[GIVEN INFORMATION]
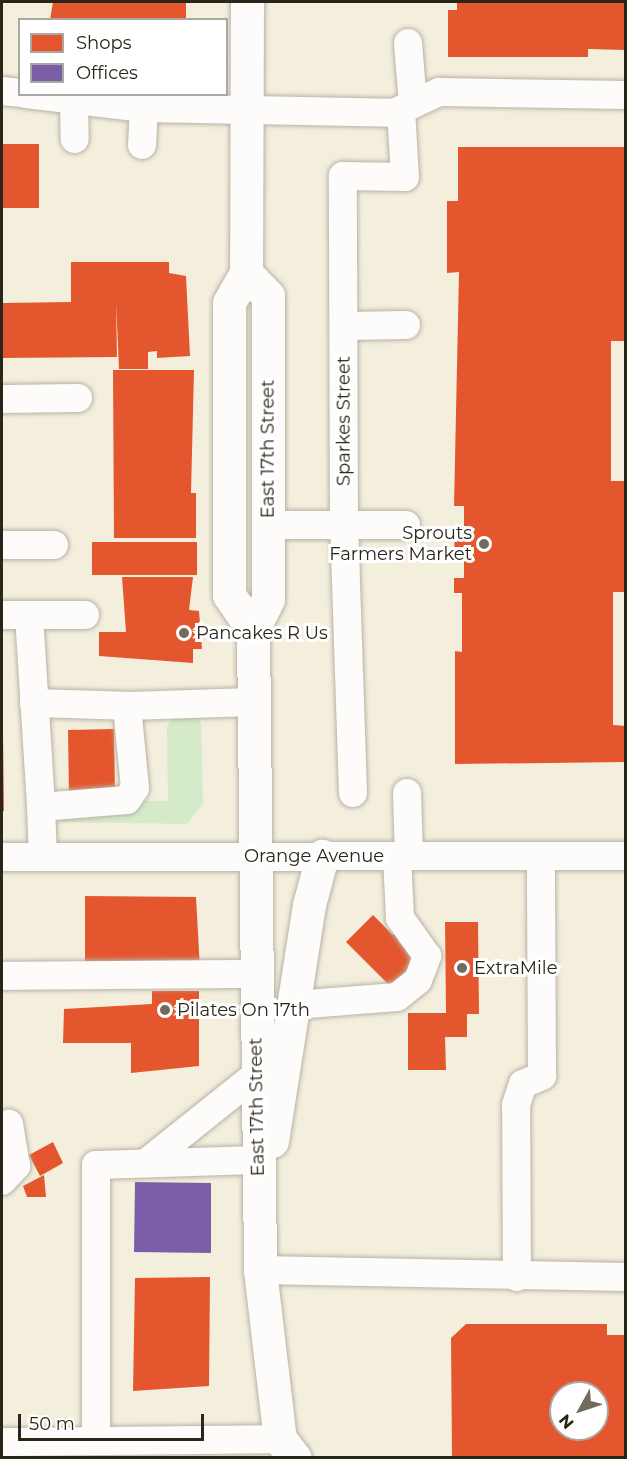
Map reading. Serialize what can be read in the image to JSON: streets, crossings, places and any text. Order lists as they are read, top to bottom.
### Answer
{
  "streets": {
    "main road": ["East 17th Street"],
    "street": ["Sparkes Street", "Orange Avenue"]
  },
  "crossings": [
    ["East 17th Street", "Orange Avenue"]
  ],
  "places": [
    "Sprouts Farmers Market",
    "Pancakes R Us",
    "ExtraMile",
    "Pilates On 17th"
  ],
  "legend": ["Shops", "Offices"],
  "scale_bar": "50 m",
  "north": "bottom left"
}
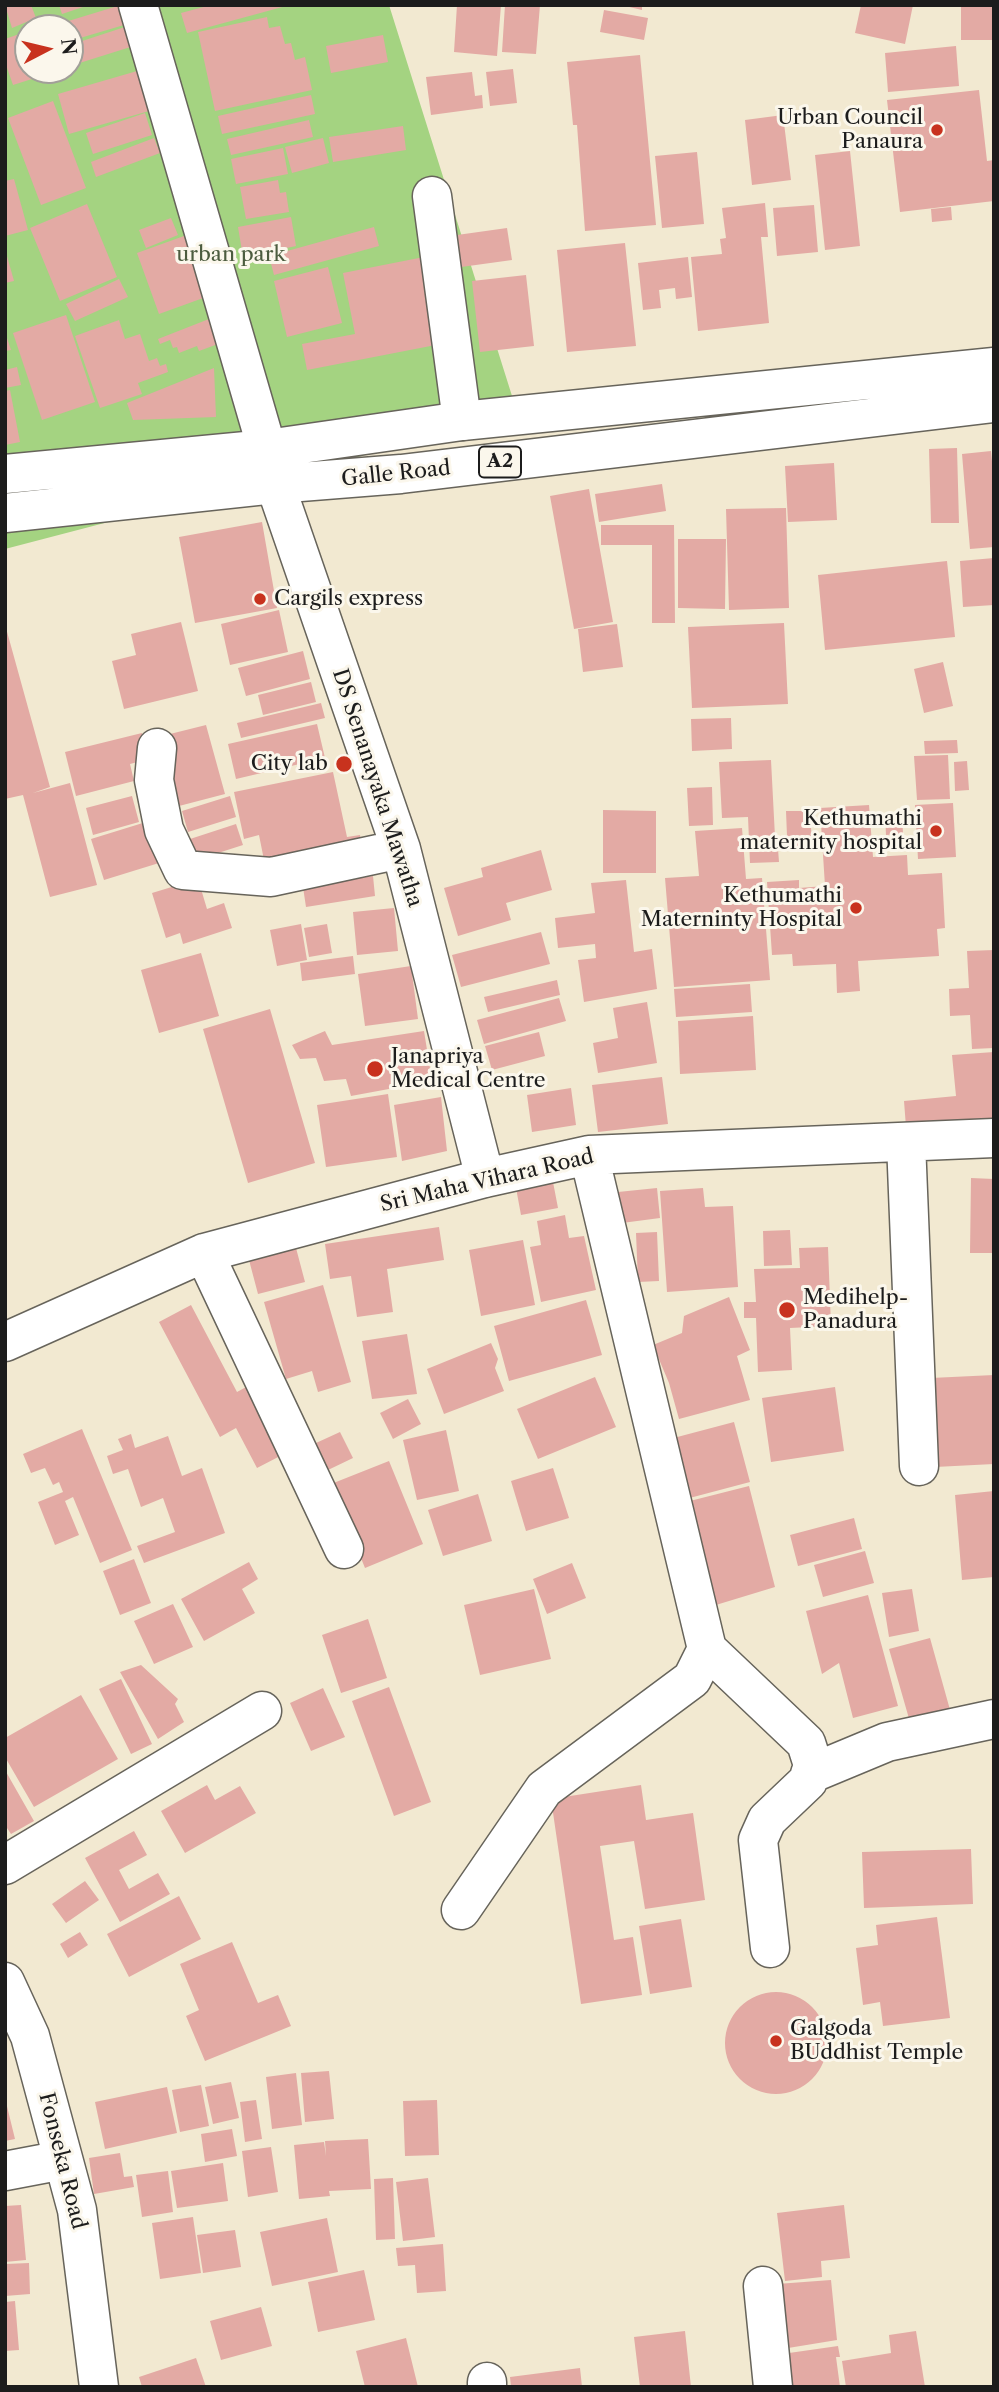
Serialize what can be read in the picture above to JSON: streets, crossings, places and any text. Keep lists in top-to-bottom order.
{
  "streets": {
    "main road": [
      "A2",
      "Galle Road",
      "DS Senanayaka Mawatha",
      "Sri Maha Vihara Road",
      "Fonseka Road"
    ]
  },
  "crossings": [
    ["Galle Road", "DS Senanayaka Mawatha"],
    ["DS Senanayaka Mawatha", "Sri Maha Vihara Road"]
  ],
  "parks": ["urban park"],
  "places": [
    "Urban Council Panaura",
    "Cargils express",
    "City lab",
    "Kethumathi maternity hospital",
    "Kethumathi Materninty Hospital",
    "Janapriya Medical Centre",
    "Medihelp- Panadura",
    "Galgoda BUddhist Temple"
  ],
  "north": "right"
}
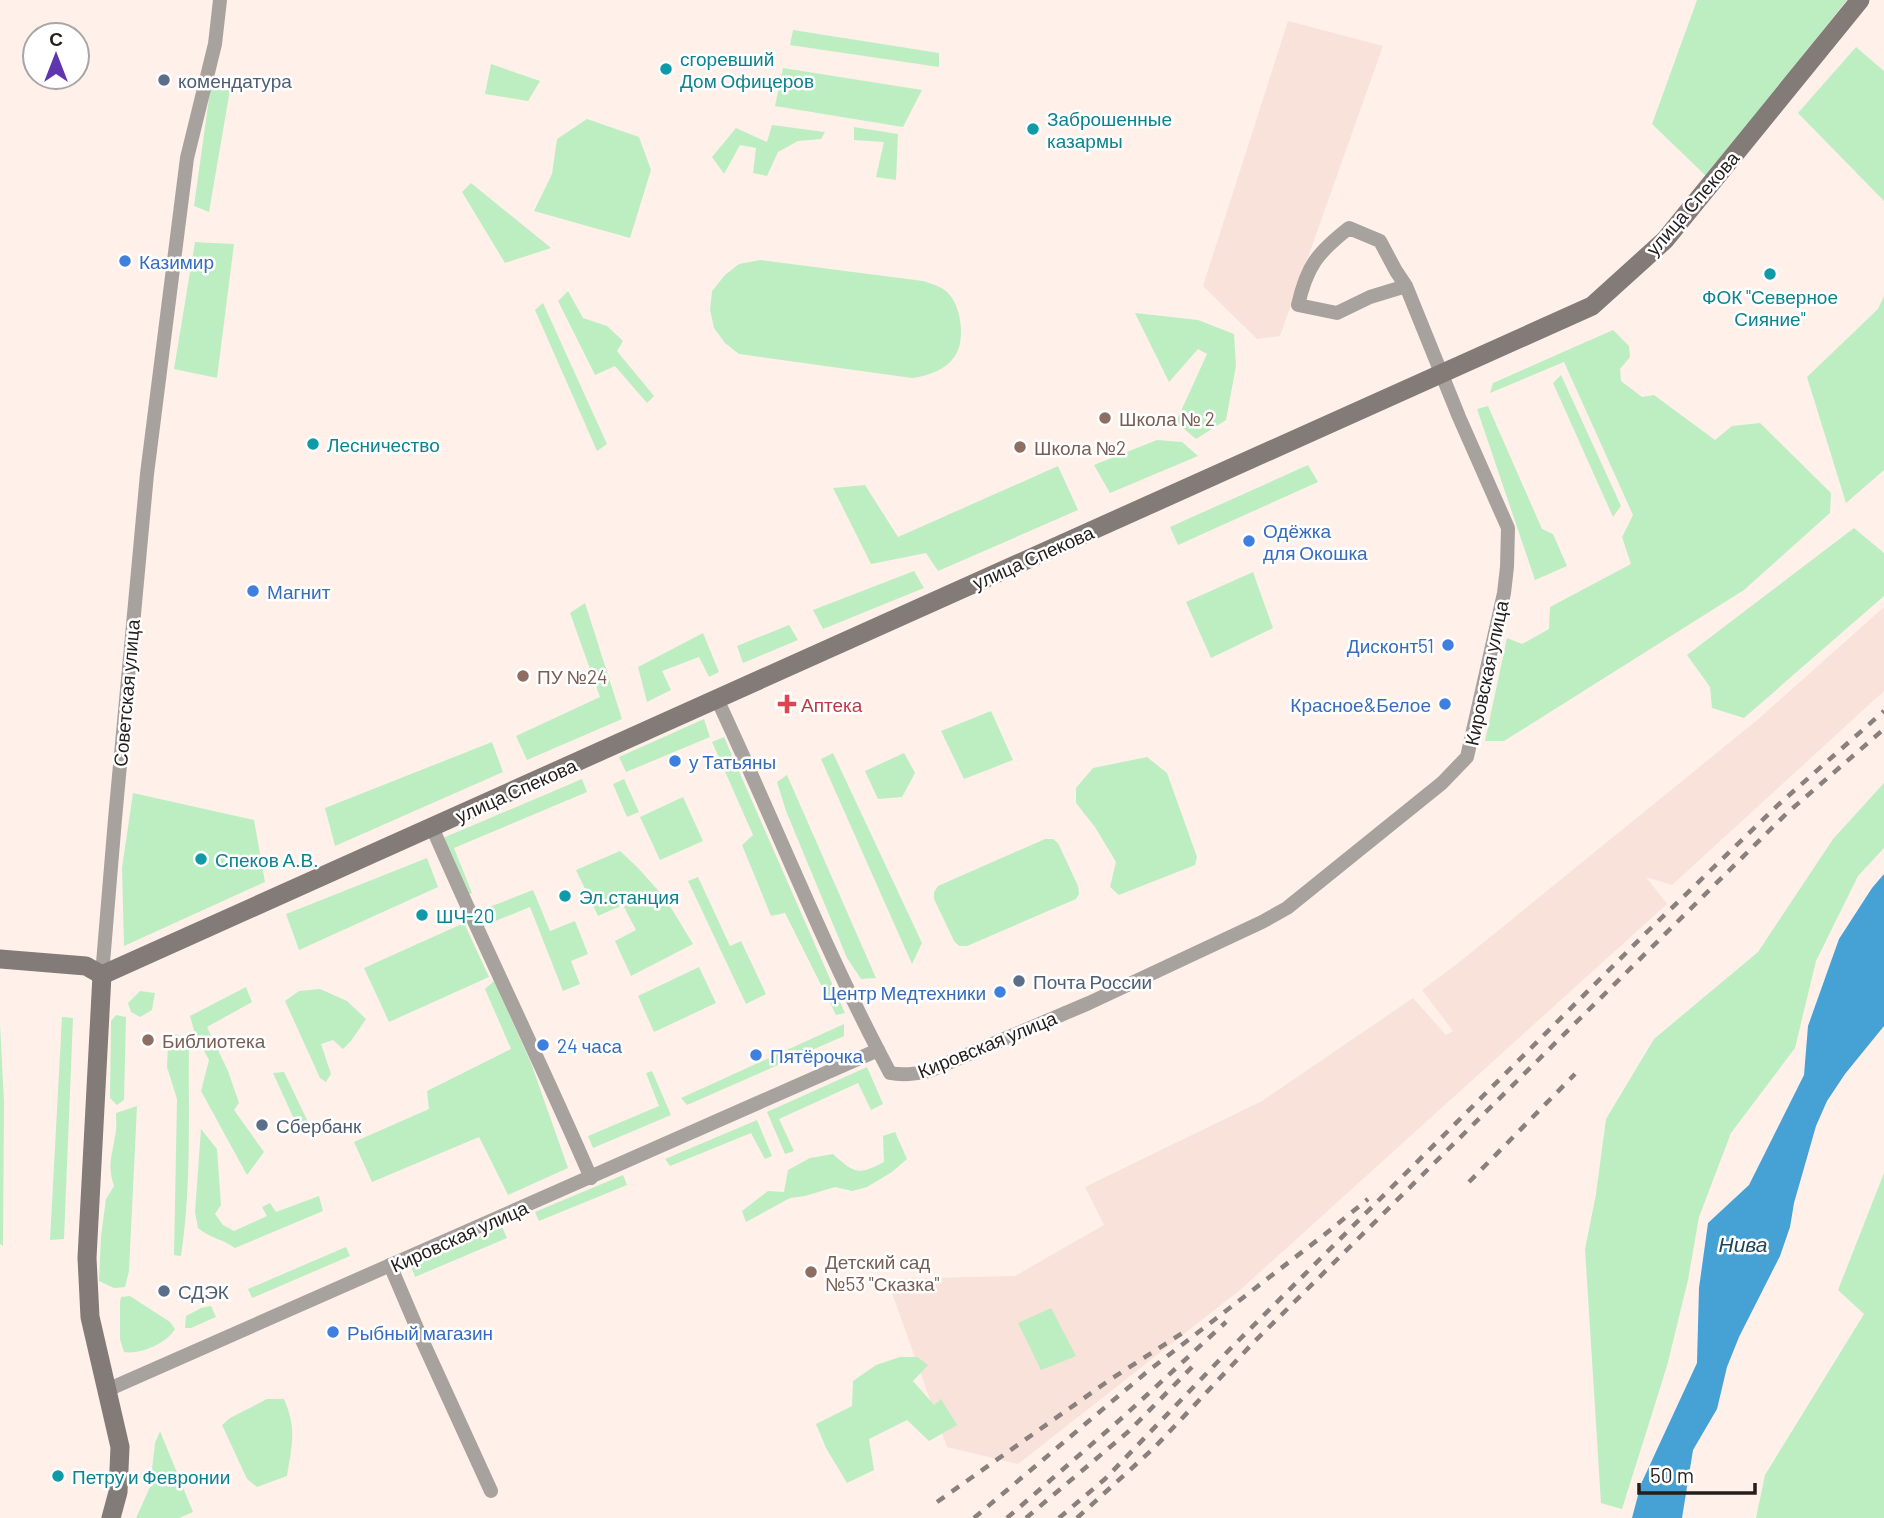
[/GIVEN INFORMATION]
None of the pictures should be copied, but every record above must be returned exactly.

**ANSWER TO THIS EXERCISE:**
Map reading. Serialize what can be read in the image to JSON: streets, crossings, places and any text. Order lists as they are read, top to bottom.
### Answer
{
  "streets": {
    "main road": ["East 17th Street"],
    "street": ["Sparkes Street", "Orange Avenue"]
  },
  "crossings": [
    ["East 17th Street", "Orange Avenue"]
  ],
  "places": [
    "Sprouts Farmers Market",
    "Pancakes R Us",
    "ExtraMile",
    "Pilates On 17th"
  ],
  "legend": ["Shops", "Offices"],
  "scale_bar": "50 m",
  "north": "bottom left"
}
Serialize what can be read in the picture above to JSON: streets, crossings, places and any text. Keep lists in top-to-bottom order.
{
  "streets": {
    "main road": [
      "A2",
      "Galle Road",
      "DS Senanayaka Mawatha",
      "Sri Maha Vihara Road",
      "Fonseka Road"
    ]
  },
  "crossings": [
    ["Galle Road", "DS Senanayaka Mawatha"],
    ["DS Senanayaka Mawatha", "Sri Maha Vihara Road"]
  ],
  "parks": ["urban park"],
  "places": [
    "Urban Council Panaura",
    "Cargils express",
    "City lab",
    "Kethumathi maternity hospital",
    "Kethumathi Materninty Hospital",
    "Janapriya Medical Centre",
    "Medihelp- Panadura",
    "Galgoda BUddhist Temple"
  ],
  "north": "right"
}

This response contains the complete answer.